A content delivery network (CDN) is a geographically distributed network of servers that work in tandem to provide rapid delivery of online content. A CDN makes it possible to quickly transfer quintessential internet content files, such as HTML pages, stylesheets, images, and most importantly, videos. The majority of web traffic, including traffic from big websites like Facebook, Amazon, and Netflix is served through CDNs.
How a CDN Works
CDNs are an important part of present-day internet infrastructure. Thus, it is useful for you to know what’s happening behind the scenes in a CDN network, especially if you are a website owner or a web enthusiast. Let’s now look into some of the technical details of how a content delivery network functions.
Now, when you click a link (URL) for a website you intend to surf/visit, your web browser makes a request for a resource. Therefore, the first thing it does is make a DNS request. To understand what a DNS request is, think of a phone book. When looking for a contact in a phonebook, you type in the first few letters and the phonebook will return with the contacts that match the characters you typed; similarly, a browser gives the domain name (e.g., scienceabc.com) and the server sends the respective IP address to the browser. Upon the procurement of this IP address, the browser can then contact the web server directly for any future requests.
Interestingly, it is Physics that determines how fast your computer can contact another over a physical connection. Thus, attempting to access a server in Singapore from a computer in the US will take longer than trying to access a server from within the US itself. In a bid to enhance user experience and reduce transmission costs, large organizations set up servers with copies of data in strategic geographic locations across the globe. This is called a content delivery network (CDN) and these servers are technically called edge servers, as they are nearest (on the edge) to the end-user on a company’s network. A CDN has data centers (called points of presence) that are situated around the world.
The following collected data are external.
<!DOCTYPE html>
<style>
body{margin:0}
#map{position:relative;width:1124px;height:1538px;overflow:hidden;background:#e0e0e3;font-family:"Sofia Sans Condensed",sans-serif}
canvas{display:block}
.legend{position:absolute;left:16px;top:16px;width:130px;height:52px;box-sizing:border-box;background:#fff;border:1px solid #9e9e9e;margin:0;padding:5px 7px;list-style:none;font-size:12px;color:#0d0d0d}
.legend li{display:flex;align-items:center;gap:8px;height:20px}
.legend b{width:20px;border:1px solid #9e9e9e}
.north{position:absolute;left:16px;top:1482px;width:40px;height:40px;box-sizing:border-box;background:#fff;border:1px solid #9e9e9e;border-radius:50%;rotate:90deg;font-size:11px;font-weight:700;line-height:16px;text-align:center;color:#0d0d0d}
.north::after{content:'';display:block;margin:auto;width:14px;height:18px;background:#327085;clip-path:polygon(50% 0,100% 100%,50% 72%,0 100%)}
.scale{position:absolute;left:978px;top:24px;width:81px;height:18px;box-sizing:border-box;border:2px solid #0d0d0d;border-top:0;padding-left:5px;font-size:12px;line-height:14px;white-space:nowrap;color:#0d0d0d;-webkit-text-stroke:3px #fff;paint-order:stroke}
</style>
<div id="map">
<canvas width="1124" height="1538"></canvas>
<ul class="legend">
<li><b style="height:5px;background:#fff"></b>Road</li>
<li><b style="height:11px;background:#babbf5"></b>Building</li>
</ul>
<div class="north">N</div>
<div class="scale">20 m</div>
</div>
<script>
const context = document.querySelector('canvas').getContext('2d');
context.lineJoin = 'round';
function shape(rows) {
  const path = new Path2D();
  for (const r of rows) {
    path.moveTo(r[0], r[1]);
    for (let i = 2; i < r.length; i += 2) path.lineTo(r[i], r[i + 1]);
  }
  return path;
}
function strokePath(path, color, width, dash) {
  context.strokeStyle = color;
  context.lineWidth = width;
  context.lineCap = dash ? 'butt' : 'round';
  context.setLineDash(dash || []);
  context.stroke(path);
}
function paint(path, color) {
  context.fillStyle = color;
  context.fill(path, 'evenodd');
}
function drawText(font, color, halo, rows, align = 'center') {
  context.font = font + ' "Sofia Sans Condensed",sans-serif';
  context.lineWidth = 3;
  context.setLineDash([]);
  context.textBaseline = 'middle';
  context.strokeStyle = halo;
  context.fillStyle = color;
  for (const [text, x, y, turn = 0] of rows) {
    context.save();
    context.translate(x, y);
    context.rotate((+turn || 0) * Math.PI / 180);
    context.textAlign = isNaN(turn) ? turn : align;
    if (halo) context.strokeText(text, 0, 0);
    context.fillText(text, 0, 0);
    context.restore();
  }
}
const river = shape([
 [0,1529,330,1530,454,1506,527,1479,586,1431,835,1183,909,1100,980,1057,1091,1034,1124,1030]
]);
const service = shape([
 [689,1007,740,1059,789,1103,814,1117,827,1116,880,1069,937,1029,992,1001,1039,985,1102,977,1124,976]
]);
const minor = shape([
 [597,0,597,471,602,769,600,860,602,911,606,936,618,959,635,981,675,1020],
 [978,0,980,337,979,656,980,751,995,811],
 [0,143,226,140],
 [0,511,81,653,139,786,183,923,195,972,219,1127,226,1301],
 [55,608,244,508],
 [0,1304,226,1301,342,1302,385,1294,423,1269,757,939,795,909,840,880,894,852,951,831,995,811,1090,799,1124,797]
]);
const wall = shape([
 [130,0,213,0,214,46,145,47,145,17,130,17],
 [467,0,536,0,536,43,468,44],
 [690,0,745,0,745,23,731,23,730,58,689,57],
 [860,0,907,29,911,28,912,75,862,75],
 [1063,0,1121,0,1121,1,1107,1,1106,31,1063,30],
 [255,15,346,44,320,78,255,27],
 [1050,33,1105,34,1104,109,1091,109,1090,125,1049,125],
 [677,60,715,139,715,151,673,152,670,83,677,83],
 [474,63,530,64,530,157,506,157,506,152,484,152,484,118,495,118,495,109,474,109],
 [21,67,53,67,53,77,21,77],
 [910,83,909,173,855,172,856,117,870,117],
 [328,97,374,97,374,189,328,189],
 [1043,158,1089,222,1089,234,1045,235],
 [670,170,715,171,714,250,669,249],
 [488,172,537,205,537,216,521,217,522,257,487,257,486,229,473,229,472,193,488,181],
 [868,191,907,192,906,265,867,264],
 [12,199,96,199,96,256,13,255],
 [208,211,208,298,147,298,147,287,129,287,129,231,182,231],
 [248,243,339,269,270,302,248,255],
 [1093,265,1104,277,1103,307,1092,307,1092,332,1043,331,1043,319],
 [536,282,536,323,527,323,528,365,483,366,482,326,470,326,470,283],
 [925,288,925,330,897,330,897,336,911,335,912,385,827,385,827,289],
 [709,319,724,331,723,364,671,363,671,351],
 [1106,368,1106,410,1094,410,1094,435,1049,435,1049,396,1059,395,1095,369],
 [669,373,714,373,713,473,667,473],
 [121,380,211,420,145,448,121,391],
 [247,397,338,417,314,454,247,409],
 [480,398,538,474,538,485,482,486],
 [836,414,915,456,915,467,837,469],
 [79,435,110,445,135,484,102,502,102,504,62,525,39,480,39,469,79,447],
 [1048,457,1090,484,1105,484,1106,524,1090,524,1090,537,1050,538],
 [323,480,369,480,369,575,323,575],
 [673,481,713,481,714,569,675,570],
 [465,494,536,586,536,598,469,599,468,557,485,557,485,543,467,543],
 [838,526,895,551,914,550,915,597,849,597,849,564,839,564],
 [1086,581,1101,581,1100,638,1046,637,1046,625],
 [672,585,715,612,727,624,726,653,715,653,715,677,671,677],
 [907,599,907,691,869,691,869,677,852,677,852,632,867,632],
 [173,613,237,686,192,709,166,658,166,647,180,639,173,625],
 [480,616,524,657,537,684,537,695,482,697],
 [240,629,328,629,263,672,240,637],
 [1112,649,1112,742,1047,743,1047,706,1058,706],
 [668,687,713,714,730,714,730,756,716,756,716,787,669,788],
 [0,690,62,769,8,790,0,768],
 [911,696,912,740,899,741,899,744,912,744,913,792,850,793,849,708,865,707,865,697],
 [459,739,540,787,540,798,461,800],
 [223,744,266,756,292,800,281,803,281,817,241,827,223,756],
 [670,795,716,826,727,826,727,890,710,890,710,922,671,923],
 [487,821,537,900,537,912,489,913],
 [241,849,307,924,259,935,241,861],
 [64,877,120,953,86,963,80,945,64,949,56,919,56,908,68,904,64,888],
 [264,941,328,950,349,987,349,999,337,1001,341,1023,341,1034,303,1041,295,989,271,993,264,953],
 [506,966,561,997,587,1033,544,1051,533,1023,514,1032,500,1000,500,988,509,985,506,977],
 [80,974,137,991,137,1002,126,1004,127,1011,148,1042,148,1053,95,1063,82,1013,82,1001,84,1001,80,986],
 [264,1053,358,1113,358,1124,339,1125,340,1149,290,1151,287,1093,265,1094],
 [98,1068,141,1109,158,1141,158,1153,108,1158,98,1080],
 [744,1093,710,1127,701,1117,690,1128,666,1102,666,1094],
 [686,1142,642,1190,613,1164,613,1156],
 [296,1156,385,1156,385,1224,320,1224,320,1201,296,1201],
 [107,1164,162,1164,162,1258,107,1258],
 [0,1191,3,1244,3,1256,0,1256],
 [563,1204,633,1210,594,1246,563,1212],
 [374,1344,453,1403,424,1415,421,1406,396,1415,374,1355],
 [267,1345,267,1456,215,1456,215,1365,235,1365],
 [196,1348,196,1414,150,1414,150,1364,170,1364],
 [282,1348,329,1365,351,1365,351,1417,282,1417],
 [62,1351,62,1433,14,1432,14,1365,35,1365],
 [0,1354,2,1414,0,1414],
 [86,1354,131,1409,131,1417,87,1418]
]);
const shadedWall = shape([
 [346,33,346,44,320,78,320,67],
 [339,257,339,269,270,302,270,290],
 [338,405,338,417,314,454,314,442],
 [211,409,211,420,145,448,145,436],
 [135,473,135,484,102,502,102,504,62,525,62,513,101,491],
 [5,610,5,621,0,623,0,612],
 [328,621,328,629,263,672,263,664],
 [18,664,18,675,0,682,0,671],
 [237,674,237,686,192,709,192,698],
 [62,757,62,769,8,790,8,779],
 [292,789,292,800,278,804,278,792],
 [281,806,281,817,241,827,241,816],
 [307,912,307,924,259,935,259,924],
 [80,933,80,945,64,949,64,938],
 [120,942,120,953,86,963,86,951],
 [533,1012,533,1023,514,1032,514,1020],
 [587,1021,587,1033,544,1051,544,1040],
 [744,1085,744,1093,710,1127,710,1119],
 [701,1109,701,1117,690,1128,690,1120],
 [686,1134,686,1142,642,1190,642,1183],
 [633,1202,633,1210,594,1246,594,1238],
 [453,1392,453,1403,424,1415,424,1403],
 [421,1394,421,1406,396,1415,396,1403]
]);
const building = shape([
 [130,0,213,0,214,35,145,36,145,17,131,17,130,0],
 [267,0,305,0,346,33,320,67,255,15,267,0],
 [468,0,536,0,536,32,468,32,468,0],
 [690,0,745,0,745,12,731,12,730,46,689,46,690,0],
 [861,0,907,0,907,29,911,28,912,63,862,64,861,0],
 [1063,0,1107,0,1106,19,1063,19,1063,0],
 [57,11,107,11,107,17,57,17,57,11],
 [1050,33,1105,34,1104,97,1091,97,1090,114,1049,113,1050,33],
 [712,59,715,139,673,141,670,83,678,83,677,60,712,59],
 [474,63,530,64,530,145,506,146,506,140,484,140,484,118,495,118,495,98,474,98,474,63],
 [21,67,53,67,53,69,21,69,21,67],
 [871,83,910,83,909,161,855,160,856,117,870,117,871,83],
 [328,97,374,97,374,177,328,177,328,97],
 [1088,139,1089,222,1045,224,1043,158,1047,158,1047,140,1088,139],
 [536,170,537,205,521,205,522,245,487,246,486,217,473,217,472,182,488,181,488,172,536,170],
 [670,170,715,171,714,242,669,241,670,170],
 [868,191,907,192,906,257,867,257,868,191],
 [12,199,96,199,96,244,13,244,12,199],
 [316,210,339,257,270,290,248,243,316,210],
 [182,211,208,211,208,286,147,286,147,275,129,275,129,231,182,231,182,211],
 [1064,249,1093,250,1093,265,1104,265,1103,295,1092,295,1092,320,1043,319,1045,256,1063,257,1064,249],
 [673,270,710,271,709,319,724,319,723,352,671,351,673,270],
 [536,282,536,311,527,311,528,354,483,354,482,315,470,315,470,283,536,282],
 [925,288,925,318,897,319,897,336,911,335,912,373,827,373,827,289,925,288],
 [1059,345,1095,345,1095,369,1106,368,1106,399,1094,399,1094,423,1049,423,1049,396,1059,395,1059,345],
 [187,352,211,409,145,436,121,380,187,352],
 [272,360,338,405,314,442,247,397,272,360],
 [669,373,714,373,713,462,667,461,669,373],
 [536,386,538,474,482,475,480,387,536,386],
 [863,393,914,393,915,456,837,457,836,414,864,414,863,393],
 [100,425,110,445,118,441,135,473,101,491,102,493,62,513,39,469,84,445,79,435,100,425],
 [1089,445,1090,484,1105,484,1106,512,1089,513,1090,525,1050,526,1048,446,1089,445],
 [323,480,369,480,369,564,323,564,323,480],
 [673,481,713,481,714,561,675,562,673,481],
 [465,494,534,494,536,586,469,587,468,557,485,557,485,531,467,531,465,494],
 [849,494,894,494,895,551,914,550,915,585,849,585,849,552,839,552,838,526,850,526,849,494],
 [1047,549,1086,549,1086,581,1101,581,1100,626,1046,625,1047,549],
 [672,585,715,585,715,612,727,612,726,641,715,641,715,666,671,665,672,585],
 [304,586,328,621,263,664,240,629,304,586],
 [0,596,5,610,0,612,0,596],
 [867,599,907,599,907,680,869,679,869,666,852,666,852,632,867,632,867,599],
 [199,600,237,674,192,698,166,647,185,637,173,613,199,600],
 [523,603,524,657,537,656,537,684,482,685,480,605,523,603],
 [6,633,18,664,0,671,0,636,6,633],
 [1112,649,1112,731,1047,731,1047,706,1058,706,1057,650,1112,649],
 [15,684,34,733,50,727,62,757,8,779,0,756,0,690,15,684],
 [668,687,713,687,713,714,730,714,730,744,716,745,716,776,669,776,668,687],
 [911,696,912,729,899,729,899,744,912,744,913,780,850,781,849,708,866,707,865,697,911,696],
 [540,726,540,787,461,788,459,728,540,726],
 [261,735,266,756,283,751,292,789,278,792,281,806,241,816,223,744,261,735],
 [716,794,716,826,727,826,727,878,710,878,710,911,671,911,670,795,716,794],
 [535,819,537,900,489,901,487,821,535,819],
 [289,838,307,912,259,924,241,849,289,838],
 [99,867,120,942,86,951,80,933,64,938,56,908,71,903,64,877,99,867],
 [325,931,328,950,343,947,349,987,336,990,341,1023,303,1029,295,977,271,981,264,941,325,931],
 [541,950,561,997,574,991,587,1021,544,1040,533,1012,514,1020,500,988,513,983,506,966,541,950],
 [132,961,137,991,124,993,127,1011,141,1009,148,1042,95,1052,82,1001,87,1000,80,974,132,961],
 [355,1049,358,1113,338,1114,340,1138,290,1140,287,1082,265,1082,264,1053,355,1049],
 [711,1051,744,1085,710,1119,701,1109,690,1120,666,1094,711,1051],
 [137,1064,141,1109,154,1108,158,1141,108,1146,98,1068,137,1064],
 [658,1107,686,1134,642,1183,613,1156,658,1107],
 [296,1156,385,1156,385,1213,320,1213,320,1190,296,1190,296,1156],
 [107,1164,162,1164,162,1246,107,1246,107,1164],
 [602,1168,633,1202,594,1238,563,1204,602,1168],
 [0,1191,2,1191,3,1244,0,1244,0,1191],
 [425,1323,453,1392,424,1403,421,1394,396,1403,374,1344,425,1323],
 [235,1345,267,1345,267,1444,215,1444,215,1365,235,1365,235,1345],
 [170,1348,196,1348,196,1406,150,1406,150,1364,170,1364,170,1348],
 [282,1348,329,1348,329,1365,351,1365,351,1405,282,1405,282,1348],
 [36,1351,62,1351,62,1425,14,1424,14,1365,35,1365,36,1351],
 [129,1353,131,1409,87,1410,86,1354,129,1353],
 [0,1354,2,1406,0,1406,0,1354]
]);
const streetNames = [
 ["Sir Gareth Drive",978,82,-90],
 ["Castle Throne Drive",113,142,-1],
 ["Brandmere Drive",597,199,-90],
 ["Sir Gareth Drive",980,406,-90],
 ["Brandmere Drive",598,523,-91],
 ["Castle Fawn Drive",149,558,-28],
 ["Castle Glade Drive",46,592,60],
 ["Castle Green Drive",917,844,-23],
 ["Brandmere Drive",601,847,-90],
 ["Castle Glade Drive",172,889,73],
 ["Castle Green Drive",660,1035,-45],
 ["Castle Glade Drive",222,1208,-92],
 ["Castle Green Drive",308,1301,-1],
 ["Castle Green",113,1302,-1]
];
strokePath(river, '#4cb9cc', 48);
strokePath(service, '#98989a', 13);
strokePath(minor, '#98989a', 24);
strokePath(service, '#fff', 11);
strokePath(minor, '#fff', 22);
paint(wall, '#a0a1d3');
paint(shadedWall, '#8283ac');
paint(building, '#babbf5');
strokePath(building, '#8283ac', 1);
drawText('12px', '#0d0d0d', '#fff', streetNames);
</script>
Within each data center, there are thousands of servers. This arrangement helps in accelerating the speed at which content is delivered to the end user.
Now, if a browser makes a DNS request for a domain name with CDN services enabled, a slightly different process occurs than usual. The server responsible for handling DNS requests for the domain name reads the incoming request and determines the best set of servers to handle it. Simply put, the DNS server does a geographic lookup based on the DNS resolver’s IP address and then returns an edge server’s IP address that is physically closest to the area in which browser is located. So, if you are in Georgia and are making a DNS request, you are most likely going to be given an IP address for a server on the East coast of the US. Similarly, if you make the same request from California, you’ll probably be given an IP address for a server on the West coast.
Getting the request to the closest server possible is the first step of the process. However, bear in mind that companies often optimize their CDNs in other ways, such as redirecting to a server that is more economical to run or one that is sitting idle.
Accessing the Content from CDN
When you visit or enter a particular link (URL) of a website on a CDN network, your browser sends a request to the edge server for content. The edge server first refers to the cache to check if the content is present. If the content is present in the cache and the cache entry hasn’t crossed the expiry, the content is served directly from this edge server to the end user.
Now, if the content is not in the cache or the cache entry has reached expiry, then the edge server will make a request to the origin server to retrieve the content. The origin server is the original repository of content and is capable of serving all types of content available on the CDN. Once the origin server sends a response, the edge server stores the received content in the cache, depending upon the HTTP headers of the response.
It must be noted that an edge server is a proxy, and it is the origin server that tells the edge server exactly what content should be returned for a particular request. The origin server usually runs on modern-day web technologies like Java, Ruby, Node.js etc., so it can do anything it wants. The edge server does nothing but make requests and serve content to the end users.
The CDN is basically like a cache—it has a value until the time it can directly serve data and does not need to recurrently contact the origin server. If an edge server needs to make a request to the origin server for every request, the CDN loses its purpose and worth.
The Future of CDN
With the improved internet penetration and rising data bandwidth, people are consuming more video content for longer periods of time, and on more devices, making CDN more relevant every single day. Currently, Akamai (US), Cloudflare (US) Amazon Web Services (US), Internap (US), CDNetworks (Korea), and Tata Communications (India and Singapore) are industry leaders when it comes to CDN. According to a new business research, CDN market size is expected to grow with a CAGR of 32% for the next 2-3 years. In other words, a sound understanding of CDNs and their use will help website owners significantly improve performance benefits for their visitors.